Designing Decision Support Systems Using Counterfactual Prediction Sets

Read original: arXiv:2306.03928 - Published 7/17/2024 by Eleni Straitouri, Manuel Gomez Rodriguez

🔮

Overview

Traditional decision support systems focus on predicting ground truth labels, but struggle to help human experts understand when and how to use these predictions.
An alternative approach is to provide a set of label prediction values constructed using a conformal predictor, and ask experts to choose a label from this prediction set.
This paper revisits the design of these "prediction set" systems, developing a new methodology that does not require or assume an expert model.
The proposed methodology leverages the nested structure of the prediction sets and a counterfactual monotonicity assumption to achieve exponential improvements in regret compared to standard bandit algorithms.
The authors conducted a large-scale human subject study to compare their methodology to other baselines, finding that limiting experts' level of agency leads to greater system performance.

Plain English Explanation

Traditional AI-based decision support systems are designed to predict the true label or value for a given task. However, these systems often make mistakes, and it can be challenging for human experts to understand when and how to use the system's predictions to update their own judgments.

An alternative approach is to have the AI system provide a set of possible label predictions, rather than a single prediction. This set of predictions is constructed using a special technique called a "conformal predictor." The system then asks the human expert to choose a label from this prediction set, rather than just accepting the system's single prediction.

This paper takes a fresh look at the design of these "prediction set" decision support systems. Instead of assuming the system knows how the human expert will behave, the researchers developed a new methodology that doesn't require modeling the expert at all. Their approach leverages the way the prediction sets are structured, as well as a reasonable assumption about how predictions change as new information becomes available.

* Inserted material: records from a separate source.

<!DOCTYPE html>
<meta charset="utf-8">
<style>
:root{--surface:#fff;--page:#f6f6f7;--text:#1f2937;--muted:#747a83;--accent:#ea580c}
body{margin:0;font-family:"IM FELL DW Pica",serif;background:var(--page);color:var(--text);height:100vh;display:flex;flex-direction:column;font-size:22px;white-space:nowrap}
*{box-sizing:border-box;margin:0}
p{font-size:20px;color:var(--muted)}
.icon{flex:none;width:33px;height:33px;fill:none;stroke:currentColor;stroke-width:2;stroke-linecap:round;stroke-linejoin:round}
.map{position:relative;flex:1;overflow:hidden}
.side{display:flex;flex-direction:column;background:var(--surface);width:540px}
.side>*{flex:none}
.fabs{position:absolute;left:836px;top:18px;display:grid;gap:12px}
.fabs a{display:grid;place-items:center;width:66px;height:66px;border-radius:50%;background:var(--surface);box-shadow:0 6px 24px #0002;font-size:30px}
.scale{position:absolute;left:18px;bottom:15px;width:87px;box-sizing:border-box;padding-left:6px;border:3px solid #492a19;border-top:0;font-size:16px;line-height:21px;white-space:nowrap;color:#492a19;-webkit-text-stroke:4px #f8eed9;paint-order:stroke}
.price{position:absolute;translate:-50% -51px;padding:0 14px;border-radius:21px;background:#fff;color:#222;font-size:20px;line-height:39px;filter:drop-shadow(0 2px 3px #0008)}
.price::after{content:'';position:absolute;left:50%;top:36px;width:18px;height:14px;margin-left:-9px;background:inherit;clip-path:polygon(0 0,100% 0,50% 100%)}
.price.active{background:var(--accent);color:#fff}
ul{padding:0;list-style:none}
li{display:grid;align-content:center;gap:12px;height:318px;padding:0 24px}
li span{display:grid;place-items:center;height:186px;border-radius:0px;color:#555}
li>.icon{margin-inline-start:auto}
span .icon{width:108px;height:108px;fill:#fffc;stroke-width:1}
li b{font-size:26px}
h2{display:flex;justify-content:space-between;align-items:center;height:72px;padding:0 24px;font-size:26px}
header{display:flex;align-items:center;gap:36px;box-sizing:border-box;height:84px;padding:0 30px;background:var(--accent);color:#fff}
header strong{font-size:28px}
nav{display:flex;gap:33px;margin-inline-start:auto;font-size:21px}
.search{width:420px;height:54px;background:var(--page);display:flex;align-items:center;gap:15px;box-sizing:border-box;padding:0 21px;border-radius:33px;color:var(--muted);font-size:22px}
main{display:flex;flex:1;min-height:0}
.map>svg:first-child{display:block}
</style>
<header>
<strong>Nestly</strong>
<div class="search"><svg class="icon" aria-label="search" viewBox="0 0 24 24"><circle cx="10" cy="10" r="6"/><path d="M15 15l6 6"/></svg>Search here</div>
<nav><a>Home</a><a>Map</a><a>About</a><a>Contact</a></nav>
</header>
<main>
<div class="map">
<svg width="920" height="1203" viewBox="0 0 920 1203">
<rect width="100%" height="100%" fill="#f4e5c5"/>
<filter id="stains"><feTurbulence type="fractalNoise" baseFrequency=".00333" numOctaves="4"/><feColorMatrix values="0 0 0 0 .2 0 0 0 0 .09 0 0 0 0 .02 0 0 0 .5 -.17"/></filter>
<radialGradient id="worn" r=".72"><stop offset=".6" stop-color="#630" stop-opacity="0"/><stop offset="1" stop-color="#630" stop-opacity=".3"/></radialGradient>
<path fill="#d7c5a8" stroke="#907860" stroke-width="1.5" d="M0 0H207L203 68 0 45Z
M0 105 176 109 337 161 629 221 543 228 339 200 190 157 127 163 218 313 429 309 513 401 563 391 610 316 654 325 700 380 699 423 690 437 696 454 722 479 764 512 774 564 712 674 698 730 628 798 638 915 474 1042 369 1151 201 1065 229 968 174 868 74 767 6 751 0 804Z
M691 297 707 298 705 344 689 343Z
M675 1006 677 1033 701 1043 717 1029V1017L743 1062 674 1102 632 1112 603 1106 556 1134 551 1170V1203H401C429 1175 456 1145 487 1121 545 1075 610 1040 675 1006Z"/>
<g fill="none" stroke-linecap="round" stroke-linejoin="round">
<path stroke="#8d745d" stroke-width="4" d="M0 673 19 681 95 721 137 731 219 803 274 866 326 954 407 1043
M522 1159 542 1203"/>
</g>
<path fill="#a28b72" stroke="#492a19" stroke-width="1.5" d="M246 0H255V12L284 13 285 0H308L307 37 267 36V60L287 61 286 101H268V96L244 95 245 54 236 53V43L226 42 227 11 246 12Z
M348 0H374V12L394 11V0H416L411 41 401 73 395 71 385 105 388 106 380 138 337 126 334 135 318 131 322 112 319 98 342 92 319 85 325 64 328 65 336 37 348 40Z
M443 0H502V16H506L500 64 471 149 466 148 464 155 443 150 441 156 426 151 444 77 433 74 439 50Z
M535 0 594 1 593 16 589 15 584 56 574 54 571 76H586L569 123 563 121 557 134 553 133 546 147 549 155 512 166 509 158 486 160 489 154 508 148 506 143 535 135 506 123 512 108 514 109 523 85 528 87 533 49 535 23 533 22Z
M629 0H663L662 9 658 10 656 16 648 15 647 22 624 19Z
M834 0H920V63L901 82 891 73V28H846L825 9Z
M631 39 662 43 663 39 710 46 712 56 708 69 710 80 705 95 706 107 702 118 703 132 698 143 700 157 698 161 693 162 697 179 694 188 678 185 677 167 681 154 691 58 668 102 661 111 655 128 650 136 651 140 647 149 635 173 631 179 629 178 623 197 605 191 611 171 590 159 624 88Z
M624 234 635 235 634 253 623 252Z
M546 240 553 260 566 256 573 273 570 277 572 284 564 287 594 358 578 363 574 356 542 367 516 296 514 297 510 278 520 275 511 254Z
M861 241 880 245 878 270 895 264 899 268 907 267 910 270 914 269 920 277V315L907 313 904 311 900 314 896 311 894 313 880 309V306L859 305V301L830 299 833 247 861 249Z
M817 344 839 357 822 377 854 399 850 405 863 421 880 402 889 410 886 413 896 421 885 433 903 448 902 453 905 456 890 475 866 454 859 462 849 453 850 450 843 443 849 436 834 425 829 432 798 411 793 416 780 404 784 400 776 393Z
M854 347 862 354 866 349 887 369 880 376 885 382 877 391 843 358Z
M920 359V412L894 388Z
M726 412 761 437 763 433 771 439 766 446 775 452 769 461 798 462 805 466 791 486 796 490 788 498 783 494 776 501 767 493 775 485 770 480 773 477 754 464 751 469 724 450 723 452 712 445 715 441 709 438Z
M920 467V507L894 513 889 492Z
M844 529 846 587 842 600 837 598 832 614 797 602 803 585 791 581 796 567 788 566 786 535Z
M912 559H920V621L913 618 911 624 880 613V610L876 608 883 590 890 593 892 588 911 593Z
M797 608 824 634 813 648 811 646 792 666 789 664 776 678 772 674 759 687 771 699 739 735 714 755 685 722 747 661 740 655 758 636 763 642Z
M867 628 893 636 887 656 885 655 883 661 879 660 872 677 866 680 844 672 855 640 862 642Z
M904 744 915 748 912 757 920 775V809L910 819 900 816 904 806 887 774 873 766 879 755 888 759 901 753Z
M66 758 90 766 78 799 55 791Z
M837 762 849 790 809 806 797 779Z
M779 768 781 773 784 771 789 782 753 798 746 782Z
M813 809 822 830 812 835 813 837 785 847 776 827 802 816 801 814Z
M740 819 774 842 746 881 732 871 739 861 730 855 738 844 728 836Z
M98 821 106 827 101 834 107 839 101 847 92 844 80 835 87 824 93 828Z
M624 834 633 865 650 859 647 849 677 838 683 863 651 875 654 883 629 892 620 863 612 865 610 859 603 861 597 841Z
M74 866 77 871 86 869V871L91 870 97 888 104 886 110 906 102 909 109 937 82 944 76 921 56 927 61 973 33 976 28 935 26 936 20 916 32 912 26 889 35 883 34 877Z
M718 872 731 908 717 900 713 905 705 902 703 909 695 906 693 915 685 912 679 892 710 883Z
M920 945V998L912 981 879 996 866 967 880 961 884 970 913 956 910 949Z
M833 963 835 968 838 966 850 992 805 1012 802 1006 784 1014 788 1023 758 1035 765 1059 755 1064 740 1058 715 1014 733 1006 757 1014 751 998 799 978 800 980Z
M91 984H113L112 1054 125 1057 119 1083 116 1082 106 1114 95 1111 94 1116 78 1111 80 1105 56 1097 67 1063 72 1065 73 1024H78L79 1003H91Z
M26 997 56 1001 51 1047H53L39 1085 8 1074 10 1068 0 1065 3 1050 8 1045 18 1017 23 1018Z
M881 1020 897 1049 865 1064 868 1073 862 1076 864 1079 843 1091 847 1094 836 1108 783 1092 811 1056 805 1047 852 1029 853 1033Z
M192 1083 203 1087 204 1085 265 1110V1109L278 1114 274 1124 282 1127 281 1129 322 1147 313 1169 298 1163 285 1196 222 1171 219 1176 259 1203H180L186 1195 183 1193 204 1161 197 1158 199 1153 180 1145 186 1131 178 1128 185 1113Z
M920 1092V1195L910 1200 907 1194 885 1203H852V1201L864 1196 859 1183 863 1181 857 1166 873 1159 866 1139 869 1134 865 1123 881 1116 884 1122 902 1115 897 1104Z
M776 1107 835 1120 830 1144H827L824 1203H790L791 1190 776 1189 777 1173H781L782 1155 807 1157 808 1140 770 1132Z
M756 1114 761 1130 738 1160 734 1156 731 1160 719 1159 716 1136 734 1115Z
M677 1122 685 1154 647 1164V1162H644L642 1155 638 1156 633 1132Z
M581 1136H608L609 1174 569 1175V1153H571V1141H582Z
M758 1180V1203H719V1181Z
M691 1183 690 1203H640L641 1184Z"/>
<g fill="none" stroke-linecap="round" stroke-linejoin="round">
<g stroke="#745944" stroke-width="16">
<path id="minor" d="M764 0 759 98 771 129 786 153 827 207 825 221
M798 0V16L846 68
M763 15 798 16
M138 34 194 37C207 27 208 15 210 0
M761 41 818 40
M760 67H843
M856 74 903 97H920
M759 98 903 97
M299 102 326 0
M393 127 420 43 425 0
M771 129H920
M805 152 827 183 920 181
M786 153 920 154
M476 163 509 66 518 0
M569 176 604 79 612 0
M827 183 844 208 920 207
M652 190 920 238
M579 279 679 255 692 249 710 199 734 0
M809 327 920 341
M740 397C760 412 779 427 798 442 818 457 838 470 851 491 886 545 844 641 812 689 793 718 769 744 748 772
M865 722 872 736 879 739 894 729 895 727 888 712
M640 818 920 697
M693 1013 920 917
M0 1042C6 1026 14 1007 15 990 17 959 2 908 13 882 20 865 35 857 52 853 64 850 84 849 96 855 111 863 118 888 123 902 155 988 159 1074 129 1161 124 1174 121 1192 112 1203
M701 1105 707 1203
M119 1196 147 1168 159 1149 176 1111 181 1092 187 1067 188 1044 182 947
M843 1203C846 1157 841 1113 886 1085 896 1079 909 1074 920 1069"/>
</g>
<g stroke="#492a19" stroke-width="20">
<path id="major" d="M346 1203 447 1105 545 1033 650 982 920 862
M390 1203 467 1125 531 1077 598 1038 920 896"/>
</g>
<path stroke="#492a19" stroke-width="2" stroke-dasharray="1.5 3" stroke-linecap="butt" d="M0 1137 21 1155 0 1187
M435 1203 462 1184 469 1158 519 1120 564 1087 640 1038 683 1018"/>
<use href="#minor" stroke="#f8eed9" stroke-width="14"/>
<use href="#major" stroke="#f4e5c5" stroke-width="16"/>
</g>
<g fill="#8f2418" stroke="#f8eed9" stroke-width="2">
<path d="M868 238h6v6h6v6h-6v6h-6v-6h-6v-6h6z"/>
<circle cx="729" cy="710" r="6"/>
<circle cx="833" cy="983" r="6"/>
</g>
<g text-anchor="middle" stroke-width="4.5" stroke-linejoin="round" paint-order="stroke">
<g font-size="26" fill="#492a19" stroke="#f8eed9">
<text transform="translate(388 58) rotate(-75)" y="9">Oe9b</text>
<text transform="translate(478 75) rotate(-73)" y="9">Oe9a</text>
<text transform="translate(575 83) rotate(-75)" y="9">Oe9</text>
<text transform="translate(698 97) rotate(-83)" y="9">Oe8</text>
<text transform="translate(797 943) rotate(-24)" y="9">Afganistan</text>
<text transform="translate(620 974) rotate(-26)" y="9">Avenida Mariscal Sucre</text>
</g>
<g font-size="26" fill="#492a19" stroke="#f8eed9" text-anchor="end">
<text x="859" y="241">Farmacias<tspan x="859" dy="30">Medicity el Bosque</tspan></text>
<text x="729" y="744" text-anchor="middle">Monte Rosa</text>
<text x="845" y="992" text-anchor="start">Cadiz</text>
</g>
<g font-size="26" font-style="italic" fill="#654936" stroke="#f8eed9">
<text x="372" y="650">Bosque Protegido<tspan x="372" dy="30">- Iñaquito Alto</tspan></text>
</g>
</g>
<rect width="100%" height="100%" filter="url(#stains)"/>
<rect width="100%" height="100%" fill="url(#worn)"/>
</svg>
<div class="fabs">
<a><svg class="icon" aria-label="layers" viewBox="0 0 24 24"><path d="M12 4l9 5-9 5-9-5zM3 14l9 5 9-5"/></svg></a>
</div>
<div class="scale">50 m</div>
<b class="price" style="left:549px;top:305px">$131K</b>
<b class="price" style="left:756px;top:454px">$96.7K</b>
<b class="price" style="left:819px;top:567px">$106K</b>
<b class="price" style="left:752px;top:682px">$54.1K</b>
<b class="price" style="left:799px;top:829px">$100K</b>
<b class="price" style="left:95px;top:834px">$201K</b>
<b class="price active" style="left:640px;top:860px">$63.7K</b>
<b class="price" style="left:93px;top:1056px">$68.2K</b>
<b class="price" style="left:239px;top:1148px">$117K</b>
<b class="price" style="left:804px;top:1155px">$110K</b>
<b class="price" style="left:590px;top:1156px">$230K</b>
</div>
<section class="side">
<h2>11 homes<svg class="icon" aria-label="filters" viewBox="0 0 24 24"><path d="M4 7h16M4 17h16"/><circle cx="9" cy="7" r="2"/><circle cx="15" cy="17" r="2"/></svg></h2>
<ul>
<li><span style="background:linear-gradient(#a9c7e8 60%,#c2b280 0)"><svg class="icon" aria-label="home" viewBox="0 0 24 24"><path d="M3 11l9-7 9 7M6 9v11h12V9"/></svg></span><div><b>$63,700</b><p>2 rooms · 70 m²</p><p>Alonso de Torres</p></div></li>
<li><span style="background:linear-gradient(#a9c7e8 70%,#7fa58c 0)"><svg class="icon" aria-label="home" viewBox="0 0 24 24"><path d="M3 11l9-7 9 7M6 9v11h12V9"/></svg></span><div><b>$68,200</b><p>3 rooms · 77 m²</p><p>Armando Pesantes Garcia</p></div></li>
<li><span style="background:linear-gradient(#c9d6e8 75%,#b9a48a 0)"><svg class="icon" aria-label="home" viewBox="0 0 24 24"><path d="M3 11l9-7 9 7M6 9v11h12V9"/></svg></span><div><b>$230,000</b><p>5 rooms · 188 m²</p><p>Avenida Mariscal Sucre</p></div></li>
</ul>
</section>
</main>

The researchers tested their new methodology by running a large experiment with over 2,700 human participants. They found that when the decision support system limits the expert's ability to completely override the system's predictions, the overall performance of the combined human-AI system is better than when the expert has full control.

Technical Explanation

The paper proposes a new methodology for designing decision support systems that provide a set of label predictions, rather than a single prediction, and force the human expert to choose a label from this prediction set.

The key innovations are:

Leveraging the nested structure of the prediction sets produced by any conformal predictor.
Exploiting a counterfactual monotonicity assumption - the idea that as more information becomes available, the set of plausible labels should get smaller.

By incorporating these two elements, the authors develop a decision support system that achieves exponential improvements in regret (a measure of overall performance) compared to standard "bandit" algorithms.

The authors evaluate their methodology through a large-scale human subject study involving 2,751 participants. They compare their approach to several baselines, including allowing the human expert full control over the final label choice. The results show that limiting the expert's level of agency leads to greater overall system performance than giving the expert unconstrained control.

Critical Analysis

The paper presents a novel and promising approach to designing decision support systems that can effectively complement human experts. The key strength is the authors' focus on leveraging the structure of conformal prediction sets, rather than relying on a model of how the human expert will behave.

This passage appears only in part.